FEATURE STORY

World Bank Group Reiterates Focus on Green Energy

October 7, 2010

STORY HIGHLIGHTS
  • Financing for renewables and energy efficiency reaches $3.63 billion
  • Low-carbon energy projects account for more than 40% of 2010 lending
  • 1.5 billion people still lack access to electricity, 640 million in Africa

October 7, 2010—The World Bank Group said today its financing commitments to new renewable energy projects increased to $1.5 billion in 2010, more than triple the amount committed in 2008. Energy efficiency lending increased 48 percent during the same period.

The figures confirm the institution is on track to meet its commitment to increase support for new renewable energy and energy efficiency by nearly $8.8 billion over 2008-2012.

“Combined with our large hydropower commitments, this amounts to $3.63 billion for green energy,” said Inger Andersen, the Bank’s Vice President for Sustainable Development. “It’s a record for the World Bank Group, and clear evidence of a shared commitment between the institution and borrowing countries to invest in a sustainable energy future.”

In 2010, the Bank Group commitments on renewable energy, energy efficiency, transmission and distribution, and energy sector reform accounted for more than 60 percent of total energy financing.

The lending covers approvals for 118 renewable energy and energy efficiency projects in 51 countries, raising the total number of projects of this kind to 428, under way in 100 countries.

Lending shifts to meet country demand

Lucio Monari, Manager of the Bank’s Energy Unit, said the composition of energy lending has shifted in response to demand from borrowing countries, whose leaders increasingly ask for assistance promoting renewable energy, energy efficiency policies, and other low carbon measures.

For example, in Mali, the Bank has provided—through the International Development Association—two zero-interest loans in 2003 and 2008 respectively, for a total of $70.6 million, to support a household energy and rural access project, which includes installation of solar photo-voltaic electricity systems in some 40 rural communities.

In Bangladesh, IDA has been active for a decade in the Rural Electrification and Renewable Energy Development Project, helping connect more than 900,000 households through grid extensions and solar home systems.
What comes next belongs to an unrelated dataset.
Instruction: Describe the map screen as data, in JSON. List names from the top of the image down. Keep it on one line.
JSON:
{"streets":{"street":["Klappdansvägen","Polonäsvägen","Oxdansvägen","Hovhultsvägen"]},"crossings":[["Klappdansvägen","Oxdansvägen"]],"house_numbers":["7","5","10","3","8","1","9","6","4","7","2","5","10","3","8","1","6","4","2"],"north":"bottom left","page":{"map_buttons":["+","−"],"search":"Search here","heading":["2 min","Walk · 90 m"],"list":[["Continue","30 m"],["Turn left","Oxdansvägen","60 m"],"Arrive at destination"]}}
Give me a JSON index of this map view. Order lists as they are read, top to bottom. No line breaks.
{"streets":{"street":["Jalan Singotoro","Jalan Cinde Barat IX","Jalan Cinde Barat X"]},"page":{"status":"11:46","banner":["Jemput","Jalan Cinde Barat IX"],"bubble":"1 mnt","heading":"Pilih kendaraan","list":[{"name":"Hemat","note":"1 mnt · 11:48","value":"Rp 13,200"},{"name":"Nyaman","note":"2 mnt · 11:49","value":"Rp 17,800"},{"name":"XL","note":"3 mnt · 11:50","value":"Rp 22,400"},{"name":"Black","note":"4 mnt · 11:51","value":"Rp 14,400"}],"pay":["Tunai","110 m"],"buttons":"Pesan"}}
With additional financing approved in 2010, the government of Bangladesh’s original target of just 50,000 new connections through solar home systems has increased 20-fold to a million systems by 2012.

“Like our clients, we are mindful that there can be no poverty reduction without power—but no sustainable development without addressing climate change,” Monari said. “We work with clients to capture synergy between the two to the maximum possible extent.”
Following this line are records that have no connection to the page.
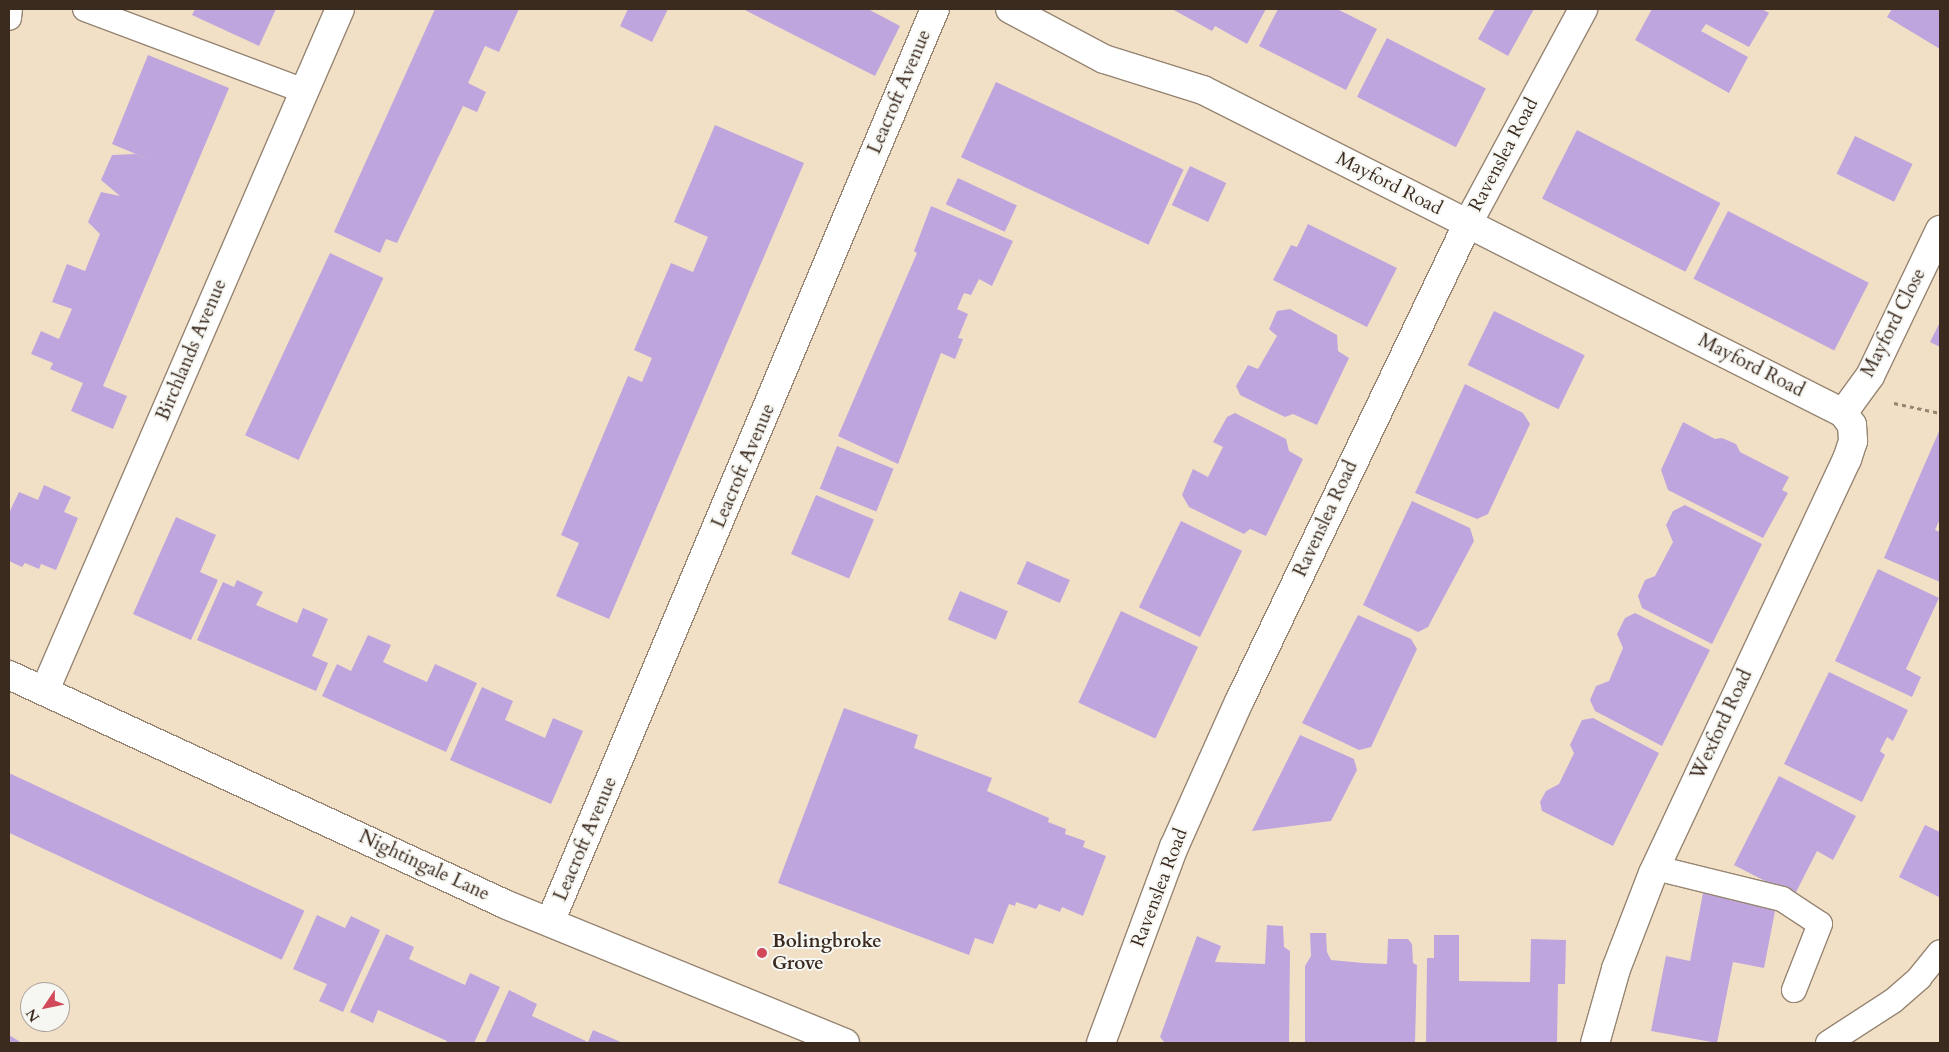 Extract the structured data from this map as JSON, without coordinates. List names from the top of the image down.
{
  "streets": {
    "street": [
      "Leacroft Avenue",
      "Ravenslea Road",
      "Mayford Road",
      "Mayford Close",
      "Birchlands Avenue",
      "Wexford Road",
      "Nightingale Lane"
    ]
  },
  "crossings": [
    ["Leacroft Avenue", "Nightingale Lane"],
    ["Ravenslea Road", "Mayford Road"],
    ["Mayford Road", "Mayford Close"],
    ["Mayford Road", "Wexford Road"],
    ["Mayford Close", "Wexford Road"],
    ["Birchlands Avenue", "Nightingale Lane"]
  ],
  "places": ["Bolingbroke Grove"],
  "north": "bottom left"
}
Balancing urgent need for power and lower-carbon solutions

The number of people without access to energy in sub-Saharan Africa is projected to rise to 90 to 100 million in 2030. Without access to energy service, the poor will be deprived of the most basic economic opportunities to improve their standard of living.

In the past decade, for the poorest countries—many of them in Africa— World Bank support has helped build - and make more reliable - almost 8 gigawatts (GW) of electricity. World Bank support has also connected 24 million people (in IDA countries) to energy for the first time by building 27,000 miles of transmission and distribution networks.

Improving access to energy for the poor is about more than declarations in a document. Millions of people worldwide have benefited from World Bank Group energy financing. They know that they can now keep their medicines cool in a refrigerator, they can read and study at night, they can keep working at a factory that otherwise would be closed, and that they are on a path out of poverty. That is the true measure of the Bank’s work.

In southern Africa, where countries were facing an energy crisis even before the economic crisis started, the World Bank approved a $3.75 billion loan to the South African power utility, Eskom, in 2010. The loan will help deliver urgently needed electricity to the people of South Africa, which has not built a major new power plant in more than a decade.

“The Bank team carefully reviewed alternatives for South Africa’s energy crisis and the economic and human consequences of not pursuing the project,” said Andersen. “We found that no domestic or regional sources could meet the required base load capacity to fuel the economy. The loan was approved based on South Africa’s clearly stated goals to lower carbon intensity and emissions.”

The Eskom project will use advanced supercritical technology for the coal-fired Medupi power plant and prompt major investments in wind and solar power. The $260 million for wind and solar power projects and the $485 million for energy efficiency are important steps in South Africa’s long-term plan to mainstream renewable energy.

“Our mandate is to work with developing countries to promote economic growth and reduce poverty in environmentally and socially sustainable ways,” Andersen said. “The challenge is to help developing countries deliver electricity to 1.5 billion people who are without it—640 million of whom are in Africa—without aggravating climate change, and without constraining efforts at growth and poverty reduction, and we are doing that.”